Before us, the actors are not just speaking, but dancing, incanting to the score. Meaning moving through tone, gesture, and staging instead. Letting the language wash over like a storm, not needing to translate it – just absorbing the thunder. I also take a stab that Alexey Avramenko is Koroviev, Woland's right-hand.
Margarita bursts onto the scene, wild-eyed and fierce, not walking so much as emerging from shadow. She’s burning off shame, flying naked (implied nakedness) through the air like vengeance with eyeliner. Her pain doesn’t need translation – it’s screaming in the space between words, lighting the air with desperate longing for the Master.
Everything else is conjured in our heads. The fixed set turns into ancient Jerusalem or 1930s Moscow, offices or moonlit realms – not by changing props, but by lighting, sound, and raw imagination. The fire flickers like a pissed-off god, but it is the strobing stage lights that fully give impact creating menacing shadows while the actors cavort dancing with their own flavour of menace or mercy.
The score continues to slither through scenes – sometimes lullaby, sometimes threat – dragging us in and out of madness with eerie calm. Behemoth and Koroviev even play air violin with a dark humour.
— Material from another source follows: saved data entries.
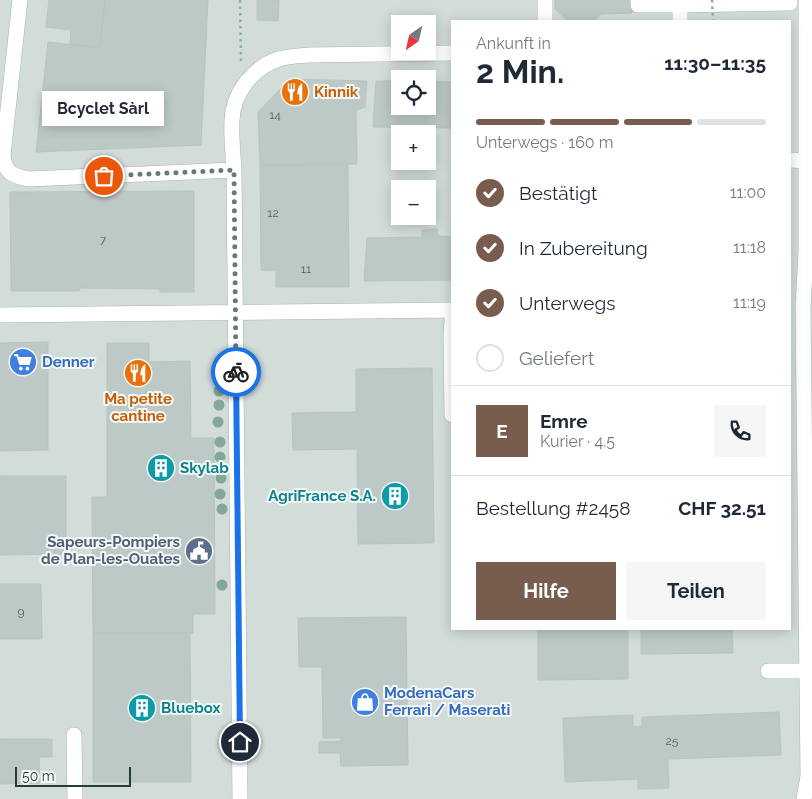 <!DOCTYPE html>
<html lang="de">
<head>
<meta charset="utf-8">
<style>
  body { margin:0; font-family:Raleway,sans-serif; background:#f6f6f7; color:#1f2937; height:100vh; display:flex; flex-direction:column; font-size:19px; white-space:nowrap }
  * { box-sizing:border-box; margin:0 }
  p { font-size:16px; color:#747a83 }
  .icon { flex:none; width:28px; height:28px; fill:none; stroke:currentColor; stroke-width:2; stroke-linecap:round; stroke-linejoin:round }
  .map { position:relative; flex:1; overflow:hidden }
  .details { position:absolute; left:451px; top:20px; width:340px; height:610px; display:flex; flex-direction:column; background:#fff; border-radius:0px; box-shadow:0 2px 12px #0003 }
  .details>* { flex:none }
  .needle { width:32px; rotate:214deg }
  .controls { position:absolute; left:391px; top:15px; display:grid; gap:10px }
  .controls a { display:grid; place-items:center; width:45px; height:45px; border-radius:0px; background:#fff; box-shadow:0 2px 12px #0003; font-size:25px }
  .scale { position:absolute; left:15px; bottom:12px; width:116px; box-sizing:border-box; padding-left:5px; border:2px solid #253c39; border-top:0; font-size:14px; line-height:18px; white-space:nowrap; color:#253c39; -webkit-text-stroke:4px #f4f9f7; paint-order:stroke }
  .pin { position:absolute; display:grid; place-items:center; width:42px; height:42px; color:#fff; margin:-21px; border:2px solid #fff; border-radius:50%; box-shadow:0 1px 5px #0007 }
  .courier { position:absolute; display:grid; place-items:center; width:50px; height:50px; margin:-25px; border:4px solid #1a73e8; border-radius:50%; background:#fff; color:#222; box-shadow:0 1px 6px #0007 }
  .bubble { position:absolute; height:35px; border-radius:0px; background:#fff; box-shadow:0 2px 12px #0003; font-size:16px; font-weight:700; line-height:35px; text-align:center }
  .overview em { font-style:normal; font-weight:700 }
  .overview div { display:flex; flex-direction:column-reverse }
  .overview { display:flex; align-items:center; justify-content:space-between; height:85px; padding:0 25px }
  h1 { font-size:32px; font-weight:700; line-height:38px }
  .bar { display:grid; grid-template-columns:repeat(4,1fr); gap:8px 5px; align-content:center; height:60px; padding:0 25px }
  .bar i { height:6px; border-radius:4px; background:#e0e1e3 }
  .bar .on { background:#785d4e }
  .bar p { grid-column:span 4 }
  .line { display:flex; align-items:center; gap:12px; padding:0 25px; border-top:1px solid #e0e1e3 }
  .line div { flex:1 }
  .round { display:grid; place-items:center; flex:none; width:52px; height:52px; border-radius:0px; background:#f6f6f7 }
  ol { padding:0 25px; list-style:none }
  li { display:flex; align-items:center; gap:15px; height:55px }
  li p { margin-inline-start:auto }
  li .icon { padding:5px; border-radius:50%; background:#785d4e; color:#fff; stroke-width:4 }
  li:last-child { color:#747a83 }
  li i { width:28px; height:28px; border:2px solid #e0e1e3; border-radius:50% }
  .primary-button { display:flex; gap:10px; margin-top:auto; padding:10px 25px }
  .primary-button a { flex:1; height:58px; border-radius:0px; background:#785d4e; color:#fff; font-size:20px; font-weight:700; line-height:58px; text-align:center }
  .primary-button a+a { background:#f6f6f7; color:#1f2937 }
  .map>svg:first-child { display:block }
</style>
</head>
<body>
<div class="map">
<svg width="812" height="799" viewBox="0 0 812 799">
  <rect width="100%" height="100%" fill="#e4ecea"/>
  <path fill="#d2dcd9" fill-rule="evenodd" d="M 0,0 L 812,0 L 812,799 L 0,799 ZM 452,21 L 790,21 L 790,629 L 452,629 ZM 400,24 L 428,24 L 428,51 L 400,51 ZM 400,79 L 428,79 L 428,106 L 400,106 ZM 400,134 L 428,134 L 428,161 L 400,161 ZM 400,189 L 428,189 L 428,216 L 400,216 Z"/>
  <path fill="#bcc9c6" stroke="#b7c5c1" d="M 49,0 L 105,0 L 100,48 L 70,44 L 71,30 L 46,27 Z
    M 105,0 L 208,0 L 201,145 L 36,152 L 48,42 L 100,48 Z
    M 257,0 L 279,0 L 278,21 L 257,20 Z
    M 555,0 L 631,0 L 632,13 L 601,14 L 594,21 L 568,21 L 555,9 Z
    M 290,79 L 367,81 L 365,107 L 356,110 L 357,164 L 260,165 L 258,112 Z
    M 376,81 L 400,81 L 400,106 L 428,106 L 428,81 L 452,82 L 452,128 L 373,127 Z
    M 260,165 L 348,165 L 349,287 L 276,287 L 276,271 L 261,270 Z
    M 194,191 L 194,292 L 160,292 L 160,289 L 80,288 L 79,291 L 11,291 L 10,192 Z
    M 437,229 L 438,236 L 452,237 L 452,280 L 364,281 L 367,238 L 422,237 L 422,230 Z
    M 48,342 L 48,450 L 0,451 L 0,343 Z
    M 107,343 L 149,343 L 149,362 L 190,361 L 191,438 L 214,438 L 215,614 L 193,614 L 193,633 L 93,633 L 92,497 L 107,497 Z
    M 432,368 L 434,543 L 358,544 L 357,449 L 293,450 L 292,413 L 356,412 L 356,369 Z
    M 0,476 L 66,476 L 66,554 L 0,555 Z
    M 0,584 L 41,584 L 42,639 L 0,639 Z
    M 406,617 L 408,765 L 341,766 L 340,753 L 319,753 L 319,742 L 341,741 L 341,738 L 323,738 L 322,667 L 299,667 L 298,618 Z
    M 538,629 L 628,629 L 628,679 L 538,680 Z
    M 641,629 L 732,629 L 733,653 L 641,654 Z
    M 93,633 L 190,633 L 191,782 L 93,782 Z
    M 779,712 L 781,755 L 668,759 L 669,788 L 638,789 L 638,779 L 565,782 L 563,718 L 633,715 L 633,727 L 642,726 L 642,717 Z
    M 0,739 L 52,739 L 52,757 L 39,757 L 40,783 L 0,784 Z"/>
  <g fill="none" stroke-linecap="round" stroke-linejoin="round">
    <defs>
      <path id="minor" d="M 20,0 L 3,155 C 5,173 12,176 29,179 L 234,170
        M 545,0 L 545,21
        M 638,0 L 638,5 L 680,5
        M 680,21 L 680,5 L 790,3
        M 790,160 L 806,161
        M 0,315 L 452,310
        M 452,321 L 451,335 L 452,415
        M 768,671 L 807,671
        M 74,735 L 75,799
        M 240,799 L 234,170 C 233,153 231,136 232,120 C 233,93 253,67 279,59 C 289,56 299,56 309,55 L 452,53
        M 804,799 L 808,776 L 803,307 L 806,251 L 806,0"/>
    </defs>
    <use href="#minor" stroke="#a7b4b1" stroke-width="16"/>
    <path stroke="#88aca7" stroke-width="2.5" stroke-dasharray="2.5 4" stroke-linecap="butt" d="M 240,0 L 241,60 L 244,64"/>
    <use href="#minor" stroke="#fff" stroke-width="15"/>
    <path stroke="#88aca7" stroke-width="2.5" stroke-dasharray="2.5 4" stroke-linecap="butt" d="M 712,0 L 713,21"/>
  </g>
  <g fill="#83a798">
    <circle cx="218" cy="376" r="5.5"/>
    <circle cx="219" cy="391" r="5.5"/>
    <circle cx="219" cy="405" r="5.5"/>
    <circle cx="218" cy="422" r="5.5"/>
    <circle cx="220" cy="442" r="5.5"/>
    <circle cx="220" cy="457" r="5.5"/>
    <circle cx="221" cy="478" r="5.5"/>
    <circle cx="220" cy="494" r="5.5"/>
    <circle cx="222" cy="509" r="5.5"/>
    <circle cx="222" cy="585" r="5.5"/>
  </g>
  <g fill="none" stroke-linecap="round" stroke-linejoin="round">
    <path stroke="#687a77" stroke-width="5" stroke-dasharray="0 9" d="M 104,176 L 234,170 L 236,372"/>
    <path stroke="#1a73e8" stroke-width="6" d="M 236,372 L 240,742"/>
  </g>
  <defs>
    <symbol id="restaurant-disc" viewBox="-11 -11 22 22"><circle r="9.5" fill="#e8710a" stroke="#f4f9f7"/><path d="M-5-6h1v4h1v-4h1v4h1v-4h1v5L-1.5 .5V6h-2V.5L-5-1ZM5-6V6H3V1.5H1.5Q1.5-4 5-6Z" fill="#fff"/></symbol>
    <symbol id="supermarket-disc" viewBox="-11 -11 22 22"><circle r="9.5" fill="#3f7fe0" stroke="#f4f9f7"/><path d="M-6-5.5h2.5l.6 2H6L4.5 2H-2.5L-4.4-4H-6ZM-1.5 3.2a1.3 1.3 0 1 0 .1 0ZM3 3.2a1.3 1.3 0 1 0 .1 0Z" fill="#fff"/></symbol>
    <symbol id="building-disc" viewBox="-11 -11 22 22"><circle r="9.5" fill="#0f9aa8" stroke="#f4f9f7"/><path d="M-4-6H4V6H1V3H-1V6H-4ZM-2.5-4.3h1.7v1.8h-1.7ZM.8-4.3h1.7v1.8H.8ZM-2.5-1h1.7V.8h-1.7ZM.8-1h1.7V.8H.8Z" fill="#fff"/></symbol>
    <symbol id="civic-disc" viewBox="-11 -11 22 22"><circle r="9.5" fill="#5c6f8a" stroke="#f4f9f7"/><path d="M-.6-6.5H3V-4.5H.6V-3L4-1V1h2V6H-6V1h2V-1L-.6-3ZM-1.2 2.5V6h2.4V2.5Z" fill="#fff"/></symbol>
    <symbol id="shop-disc" viewBox="-11 -11 22 22"><circle r="9.5" fill="#3f7fe0" stroke="#f4f9f7"/><path d="M-5-2.5h2.3a2.7 3.5 0 0 1 5.4 0H5L5.5 6h-11ZM-1.5-2.5h3a1.5 2.3 0 0 0-3 0Z" fill="#fff"/></symbol>
  </defs>
  <g fill-rule="evenodd">
    <use href="#restaurant-disc" x="279" y="76" width="32" height="32"/>
    <use href="#supermarket-disc" x="7" y="346" width="32" height="32"/>
    <use href="#restaurant-disc" x="122" y="357" width="32" height="32"/>
    <use href="#building-disc" x="145" y="452" width="32" height="32"/>
    <use href="#building-disc" x="379" y="480" width="32" height="32"/>
    <use href="#civic-disc" x="183" y="535" width="32" height="32"/>
    <use href="#shop-disc" x="349" y="686" width="32" height="32"/>
    <use href="#building-disc" x="126" y="692" width="32" height="32"/>
  </g>
  <g text-anchor="middle" stroke-width="4" stroke-linejoin="round" paint-order="stroke">
    <g font-size="12" fill="#4b5f5c">
      <text x="275" y="119">14</text>
      <text x="273" y="217">12</text>
      <text x="103" y="244">7</text>
      <text x="306" y="273">11</text>
      <text x="21" y="616">9</text>
      <text x="672" y="745">25</text>
    </g>
    <g font-size="15" font-weight="bold" fill="#c56008" stroke="#f4f9f7" text-anchor="start">
      <text x="314" y="97">Kinnik</text>
      <text x="138" y="404" text-anchor="middle">Ma petite<tspan x="138" dy="17">cantine</tspan></text>
    </g>
    <g font-size="15" font-weight="bold" fill="#366cbe" stroke="#f4f9f7" text-anchor="start">
      <text x="42" y="367">Denner</text>
      <text x="384" y="698">ModenaCars<tspan x="384" dy="17">Ferrari / Maserati</tspan></text>
    </g>
    <g font-size="15" font-weight="bold" fill="#0d838f" stroke="#f4f9f7" text-anchor="start">
      <text x="180" y="473">Skylab</text>
      <text x="376" y="501" text-anchor="end">AgriFrance S.A.</text>
      <text x="161" y="713">Bluebox</text>
    </g>
    <g font-size="15" font-weight="bold" fill="#4e5e75" stroke="#f4f9f7" text-anchor="end">
      <text x="180" y="547">Sapeurs-Pompiers<tspan x="180" dy="17">de Plan-les-Ouates</tspan></text>
    </g>
  </g>
</svg>
<div class="controls">
<a><svg class="needle" viewBox="-14 -14 28 28"><path d="M0-13l5 13h-10z" fill="#e53935"/><path d="M0 13l5-13h-10z" fill="#747a83"/></svg></a>
<a><svg class="icon" aria-label="locate" viewBox="0 0 24 24"><circle cx="12" cy="12" r="6"/><path d="M12 2v4M12 18v4M2 12h4M18 12h4"/></svg></a>
<a>+</a>
<a>−</a>
</div>
<div class="scale">50 m</div>
<div class="pin" style="left:104px;top:176px;background:#ea580c"><svg class="icon" aria-label="bag" viewBox="0 0 24 24"><path d="M5 8h14l-1 12H6zM9 8a3 3 0 0 1 6 0"/></svg></div>
<div class="pin" style="left:240px;top:742px;background:#1f2937"><svg class="icon" aria-label="home" viewBox="0 0 24 24"><path d="M3 11l9-7 9 7M6 9v11h12V9"/></svg></div>
<div class="courier" style="left:236px;top:372px"><svg class="icon" aria-label="bike" viewBox="0 0 24 24"><circle cx="6" cy="16" r="4"/><circle cx="18" cy="16" r="4"/><path d="M6 16l4-8h5l3 8M10 8l3 8H6M13 5h3"/></svg></div>
<div class="bubble" style="left:42px;top:91px;width:122px">Bcyclet Sàrl</div>
<section class="details">
<div class="overview"><div><h1>2 Min.</h1><p>Ankunft in</p></div><em>11:30–11:35</em></div>
<div class="bar"><i class="on"></i><i class="on"></i><i class="on"></i><i></i><p>Unterwegs · 160 m</p></div>
<ol>
<li><svg class="icon" aria-label="check" viewBox="0 0 24 24"><path d="M5 12l5 5 9-10"/></svg>Bestätigt<p>11:00</p></li>
<li><svg class="icon" aria-label="check" viewBox="0 0 24 24"><path d="M5 12l5 5 9-10"/></svg>In Zubereitung<p>11:18</p></li>
<li><svg class="icon" aria-label="check" viewBox="0 0 24 24"><path d="M5 12l5 5 9-10"/></svg>Unterwegs<p>11:19</p></li>
<li><i></i>Geliefert</li>
</ol>
<div class="line" style="height:90px"><b class="round" style="background:#785d4e;color:#fff">E</b><div><b>Emre</b><p>Kurier · 4.5</p></div><a class="round"><svg class="icon" aria-label="phone" viewBox="0 0 24 24"><path d="M5 4h4l2 5-3 2q2 4 5 5l2-3 5 2v4C11 20 4 13 5 4z"/></svg></a></div>
<div class="line" style="height:65px"><div>Bestellung #2458</div><b>CHF 32.51</b></div>
<div class="primary-button"><a>Hilfe</a><a>Teilen</a></div>
</section>
</div>
</body>
</html>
I catch flickers of the novel’s landmarks – Berlioz’s decapitation, the Satanic ball a swirling charade, Margarita’s dark pact – all staged with flair that drowns out the need to understand every word. Farce and tragedy, myth and satire, love and cosmic joke piling on like vodka shots on an empty gut.
The pace tightens for the last 40 minutes post interval. The Master hiding in manuscripts, Pilate weighed down with guilt and headaches, everyone locked in their tragic loops. The moments pile up – heads in laps, silent confessions, and the inevitable reckoning. No fancy set changes, just the same bench and throne, but everything feels heavier, more urgent.
We think it is over and applaud loudly for the cast and their intriguing and artfully delivered adaptation. However, like an encore we weren’t expecting, it concludes with a haunting song whose last notes hang in the air about our dishevelled minds until a loud applause erupts to snuff it. It sounds familiar, but I can’t name it. A fitting end to a night spent in the company of devils, dreams, and things just out of reach.
Walking out, still unsure exactly what I’ve witnessed, but knowing it’s exactly what Bulgakov would’ve wanted. A devil who never lies – just pulls back the curtain on the ridiculous truths hiding in plain sight.
Not understanding Russian? Perfect. Getting Bulgakov? Maybe. Living it? Absolutely.
Unmissable. Untranslatable (by me). Unholy in the best possible way.